"I Could Get Any Woman`s Husband" | ||
Her Big Top Day
“But how did you get into the movies?”
“Ach! I will tell you,” said Camilla, who prefaces most remarks with these words. “One day Mr. Murnau[2] sees me on street. He stop and look hard. He say: 'You are Marguerite for my Faust.' I laugh and say: 'Is silly. I am not lovely like Marguerite.' He replies that I come to his studio next day. Still I think it a joke and I do not tell my mother, but I go. That day he signs me up on contract. Is for beeg money. Seem oh, so big to me then. I cannot breathe for t'rill. I t'ink I will buy a chateau for my family. Ach! I am so happy. Never, never will I be so happy as on that day. It is the big top day on my life.” A tear came to her eyes and unashamedly she wiped them. She was homesick.

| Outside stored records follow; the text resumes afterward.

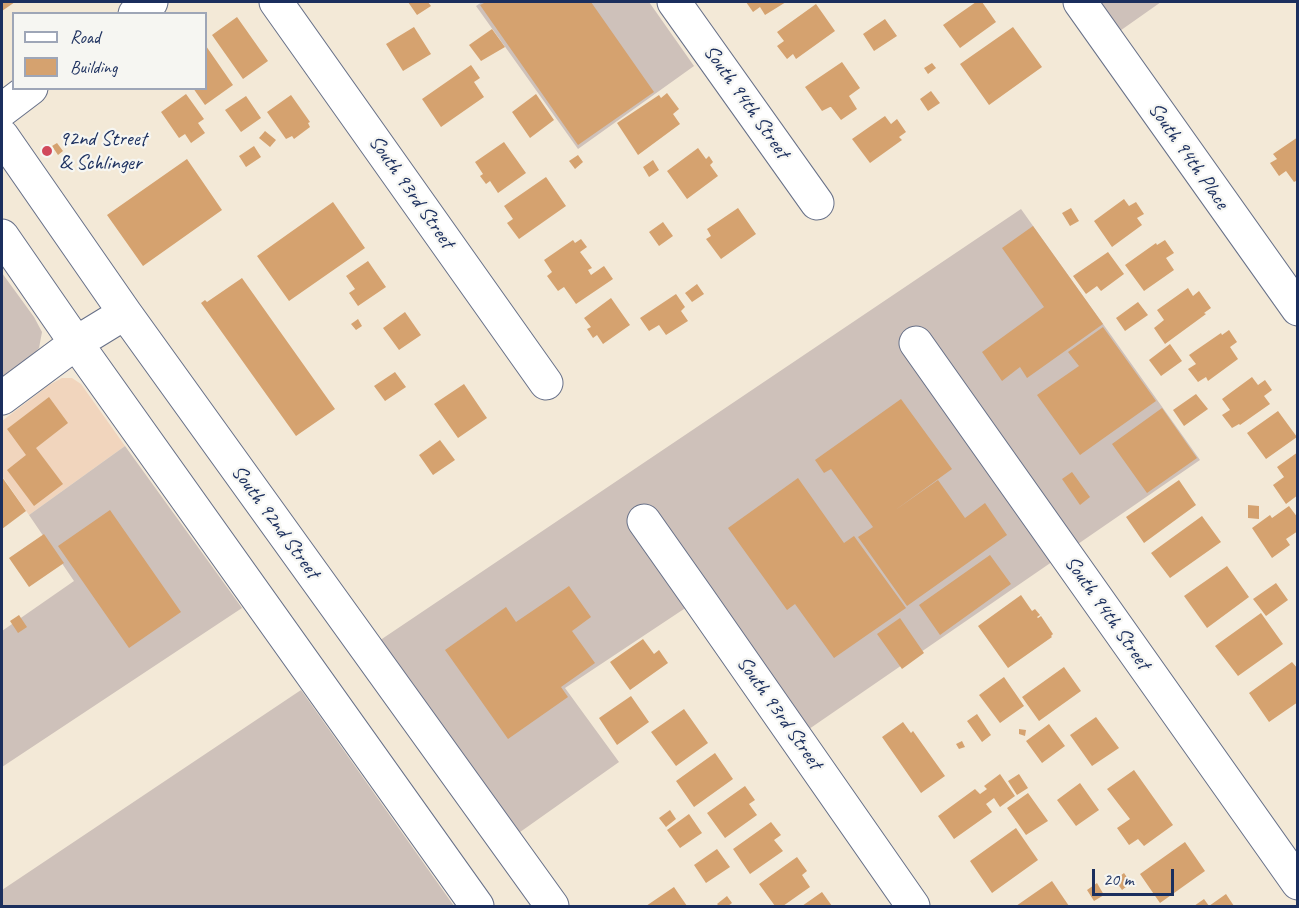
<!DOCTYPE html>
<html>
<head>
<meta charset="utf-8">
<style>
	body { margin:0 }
	#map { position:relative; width:1299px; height:908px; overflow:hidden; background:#f3e9d7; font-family:Caveat,sans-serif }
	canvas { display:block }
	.frame { position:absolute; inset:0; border:3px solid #1b2f5e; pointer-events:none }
	.legend { position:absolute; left:12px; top:12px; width:195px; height:78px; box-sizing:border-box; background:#f6f6f2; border:2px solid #9ea6b7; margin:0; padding:8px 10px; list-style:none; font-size:18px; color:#1b2f5e }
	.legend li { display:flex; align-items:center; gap:12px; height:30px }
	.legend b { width:30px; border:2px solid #9ea6b7 }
	.scale { position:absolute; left:1092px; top:869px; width:82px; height:27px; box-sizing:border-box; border:3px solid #1b2f5e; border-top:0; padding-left:8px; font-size:18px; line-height:21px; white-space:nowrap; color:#1b2f5e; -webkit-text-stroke:4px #f6f6f2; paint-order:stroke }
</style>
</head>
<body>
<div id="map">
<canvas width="1299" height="908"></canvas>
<div class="frame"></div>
<ul class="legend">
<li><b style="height:8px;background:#fff"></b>Road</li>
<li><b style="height:16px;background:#d5a26f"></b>Building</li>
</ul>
<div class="scale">20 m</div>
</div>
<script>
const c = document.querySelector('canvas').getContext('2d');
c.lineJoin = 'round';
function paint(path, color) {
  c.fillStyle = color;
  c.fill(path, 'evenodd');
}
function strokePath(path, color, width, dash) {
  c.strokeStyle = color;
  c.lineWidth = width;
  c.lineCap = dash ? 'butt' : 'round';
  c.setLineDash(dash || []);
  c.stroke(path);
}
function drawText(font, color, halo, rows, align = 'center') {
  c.font = font + ' Caveat,sans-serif';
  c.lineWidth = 4.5;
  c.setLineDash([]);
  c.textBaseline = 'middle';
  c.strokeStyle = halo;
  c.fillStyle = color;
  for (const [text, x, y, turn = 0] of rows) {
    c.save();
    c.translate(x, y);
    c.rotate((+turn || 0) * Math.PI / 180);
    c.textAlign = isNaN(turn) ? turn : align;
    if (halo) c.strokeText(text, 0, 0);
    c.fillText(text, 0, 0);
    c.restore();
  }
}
paint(new Path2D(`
	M62,378H72L81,384L125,446L29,515L2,476V421L49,385Z`), '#f1d5bd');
paint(new Path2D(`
	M482,2H649L694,66L578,149L476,6Z
	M1080,2H1161L1107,40Z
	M1021,209L1200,460L796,738L699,599L565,688L619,762L506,842L367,649Z
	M2,273L34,317L42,332L39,348L33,355L2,378Z
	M125,446L242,608L2,767V631L74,581L29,515Z
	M301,690L454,906H2V890Z`), '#cec1ba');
paint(new Path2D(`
	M2,2H15L2,11Z
	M408,2H428L431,6L417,15Z
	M486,2H591L654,92L578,145L480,5Z
	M746,2H786L765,15L760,7L753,12Z
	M976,2H982L996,22L960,48L943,25Z
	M816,4L835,31L796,59L793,54L787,59L777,46L784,41L777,32Z
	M237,17L268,61L243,79L212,35Z
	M885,19L897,36L874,51L863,34Z
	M414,27L431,54L403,71L386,44Z
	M1013,27L1042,67L989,105L960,64Z
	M492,29L505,47L481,61L469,45Z
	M206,46L233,85L205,105L193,88H206Z
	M842,62L860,88L849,96L857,109L841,120L831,107H830L822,111L805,87Z
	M932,63L936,68L928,74L924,68Z
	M471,65L480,78L474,82L484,97L441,127L422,99Z
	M931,91L940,103L928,111L920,99Z
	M667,93L679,109L673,114L680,124L638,155L617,123L659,95L661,98Z
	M186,94L204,119L198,123L205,133L191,143L185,134L179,138L161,112Z
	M536,94L554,120L530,138L512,112Z
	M291,95L310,122L308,123L310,127L294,139L292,136L286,139L267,112Z
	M246,96L261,118L241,132L225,110Z
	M885,116L891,124L897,119L906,132L899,137L902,140L870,163L852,139Z
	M265,131L276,140L270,147L259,138Z
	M1298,137V180L1294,182L1286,171L1279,176L1270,163L1277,159L1273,154Z
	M504,142L526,173L498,193L490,181L486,184L480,176L483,174L475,162Z
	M57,143L63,151L58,155L52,146Z
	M254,146L261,157L246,167L239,156Z
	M698,148L706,159L709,156L713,162L710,165L718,176L687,199L667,171Z
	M578,155L583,162L575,169L569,161Z
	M187,159L222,210L143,266L107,215Z
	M653,160L659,170L649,177L643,167Z
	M546,177L566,206L519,239L507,223L513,219L504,206Z
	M1124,199L1129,206L1136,202L1144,214L1137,218L1142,225L1112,247L1094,221Z
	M333,202L365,248L289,301L257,256Z
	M738,208L756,234L721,259L706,239L711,236L707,229Z
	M1071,208L1079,221L1070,226L1062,213Z
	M663,222L673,236L659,246L649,232Z
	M1033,226L1103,324L1027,378L1020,367L1002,381L982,352L1044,307L1002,248Z
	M581,239L587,247L580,252L592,268L588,270L591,275L604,266L613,279L576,304L564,287L558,291L547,276L552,272L544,260L573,240L575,243Z
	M1165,240L1174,253L1166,258L1174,270L1144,291L1125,265L1156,243L1157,245Z
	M1108,252L1124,274L1101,291L1097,286L1086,294L1073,276Z
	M368,261L386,287L358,306L349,293L355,289L346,276Z
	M242,278L335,409L296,436L201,303L205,300L207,302Z
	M697,284L704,294L692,302L685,293Z
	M1188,288L1193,296L1199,291L1211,308L1204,313L1206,314L1165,344L1154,328L1164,320L1157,310Z
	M676,294L685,307L681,311L688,321L666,335L659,325L649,331L640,318Z
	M611,298L630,325L603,344L597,335L593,338L587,329L591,327L584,318Z
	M1138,302L1148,315L1125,331L1116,318Z
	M405,312L421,335L399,350L383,328Z
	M358,319L362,326L356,330L351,324Z
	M1103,327L1156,401L1080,455L1037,395L1079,366L1068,352Z
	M1229,330L1237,342L1230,347L1238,359L1208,381L1206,377L1198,382L1188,369L1196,364L1189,355L1221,333L1222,335Z
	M1170,344L1182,361L1161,376L1149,360Z
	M395,372L406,387L385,401L374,386Z
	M1252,377L1258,385L1265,380L1272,390L1264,396L1270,404L1240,425L1239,424L1232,428L1222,415L1230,410L1222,399Z
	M464,384L487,418L458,438L434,404Z
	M1196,394L1208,409L1184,426L1173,410Z
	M49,397L68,423L36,448L63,484L34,506L7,470L26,455L7,429Z
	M901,399L952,469L894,511L938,480L965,518L985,503L1007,535L907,606L858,537L873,527L831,469L824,473L815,460Z
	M1162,408L1197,458L1147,493L1112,444Z
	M1278,411L1297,437L1266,459L1247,433Z
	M440,440L455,460L433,475L419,455Z
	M1298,452V495L1286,504L1273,485L1284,477L1277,467Z
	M1072,472L1090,497L1080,505L1062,479Z
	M2,477L26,511L2,529Z
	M798,478L844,543L854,536L906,608L834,658L795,604L787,610L728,528Z
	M1179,480L1196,505L1144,543L1126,517Z
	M1248,505L1259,506V519L1248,518Z
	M1289,506L1298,518V531L1286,539L1290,545L1272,558L1252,528L1270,515L1272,518Z
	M110,510L181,612L129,648L58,546Z
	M1202,516L1221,542L1170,578L1151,553Z
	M44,534L64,563L29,587L9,558Z
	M990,555L1011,584L940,635L919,605Z
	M1227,566L1249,597L1207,628L1184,596Z
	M1276,583L1288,600L1266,616L1253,599Z
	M569,586L591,617L572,631L595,663L561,687L568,697L508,739L445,650L506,607L516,622Z
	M1021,595L1032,611L1035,609L1040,615L1037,617L1038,618L1041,616L1053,634L1051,636L1052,637L1008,668L978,626Z
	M1261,613L1283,644L1238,676L1215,646Z
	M19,615L27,627L18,633L10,621Z
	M900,618L924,653L902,669L877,634Z
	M643,639L654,654L659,650L668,663L630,690L610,662Z
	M1292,662L1298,669V702L1269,722L1249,693Z
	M1064,667L1081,691L1039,721L1022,697Z
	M1004,677L1024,706L1000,723L979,695Z
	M631,696L649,722L617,745L599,718Z
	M684,709L708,743L676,766L651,732Z
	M977,714L991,735L982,742L967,721Z
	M1096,717L1119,748L1092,766L1070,735Z
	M903,722L911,733L913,731L945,776L921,793L882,737Z
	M1049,724L1065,746L1042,763L1026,741Z
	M1019,729L1026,730L1025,736L1019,734Z
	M962,741L965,747L959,749L956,744Z
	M715,753L733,779L694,807L676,781Z
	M1134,770L1173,825L1144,846L1138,839L1129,845L1117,828L1130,819L1107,789Z
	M1000,774L1015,796L1000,807L994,798L986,804L992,812L954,839L938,816L975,789L980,794L987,789L984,786Z
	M1019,774L1028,788L1017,795L1008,781Z
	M1080,783L1099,810L1076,826L1057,800Z
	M745,786L755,800L749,804L757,815L725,838L707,813Z
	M1028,793L1048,821L1026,835L1007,808Z
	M670,810L676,819L666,827L659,818Z
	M689,814L702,833L680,848L667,830Z
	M771,822L781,835L774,840L783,851L750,874L733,849Z
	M1016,828L1038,860L992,893L970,861Z
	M1185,842L1205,871L1160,903L1140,874Z
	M717,849L730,867L706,883L694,865Z
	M797,857L807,871L802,875L810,887L783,906H775L759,884Z
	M1124,873L1131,883L1122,890L1115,880Z
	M1052,881L1069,906H1016Z
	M1097,883L1104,895L1094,901L1087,890Z
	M674,887L687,906H646Z
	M822,892L832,906H802Z
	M1226,894L1234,906H1194L1204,899L1209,906Z
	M727,896L732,903L728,906H719L717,904Z`), '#d5a26f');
const minor = new Path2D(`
	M276,2L546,383
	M674,2L817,203
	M1080,2L1298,309
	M135,14L151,2
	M2,110L31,88
	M2,136L125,313L552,906
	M2,236L76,343L477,906
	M916,343L1298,883
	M2,398L76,343L125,313
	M644,521L699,599L913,906`);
strokePath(minor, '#677088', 35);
strokePath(minor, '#fff', 33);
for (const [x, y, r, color] of [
	[47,151,6,"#d1495b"]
]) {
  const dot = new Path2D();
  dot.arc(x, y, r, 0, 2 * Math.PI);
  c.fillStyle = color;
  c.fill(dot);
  strokePath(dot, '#f6f6f2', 2);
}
drawText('21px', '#1b2f5e', '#f6f6f2', [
	["South 94th Street",746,102,55],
	["South 94th Place",1188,156,55],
	["South 93rd Street",411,192,55],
	["South 92nd Street",275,522,54],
	["South 94th Street",1107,613,55],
	["South 93rd Street",779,713,55]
]);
drawText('21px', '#1b2f5e', '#f6f6f2', [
	["92nd Street",59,139],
	["& Schlinger",59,163]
], 'left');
</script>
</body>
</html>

“But it's fine here, isn't it; and you're doing splendid work.”
“Not so good sometimes. I cry when I see preview of 'The Tempest.' Every good acting I do is cut out. Only leave me for be pretty girl. Das is all. But in new picture I am just finish with Barrymore—ach! Is different! Mr. Lubitsch[3] makes me every chance, and I am very wonderful. You shall see and say so, too.”
“You like working for Barrymore?”
“We-ll ye-es. I t'ink so. He is very fine to me when we come alone, but on the set—cannot get near him. He sits and smokes cigarettes and one hundred people come around him. He is king and I am nothing.”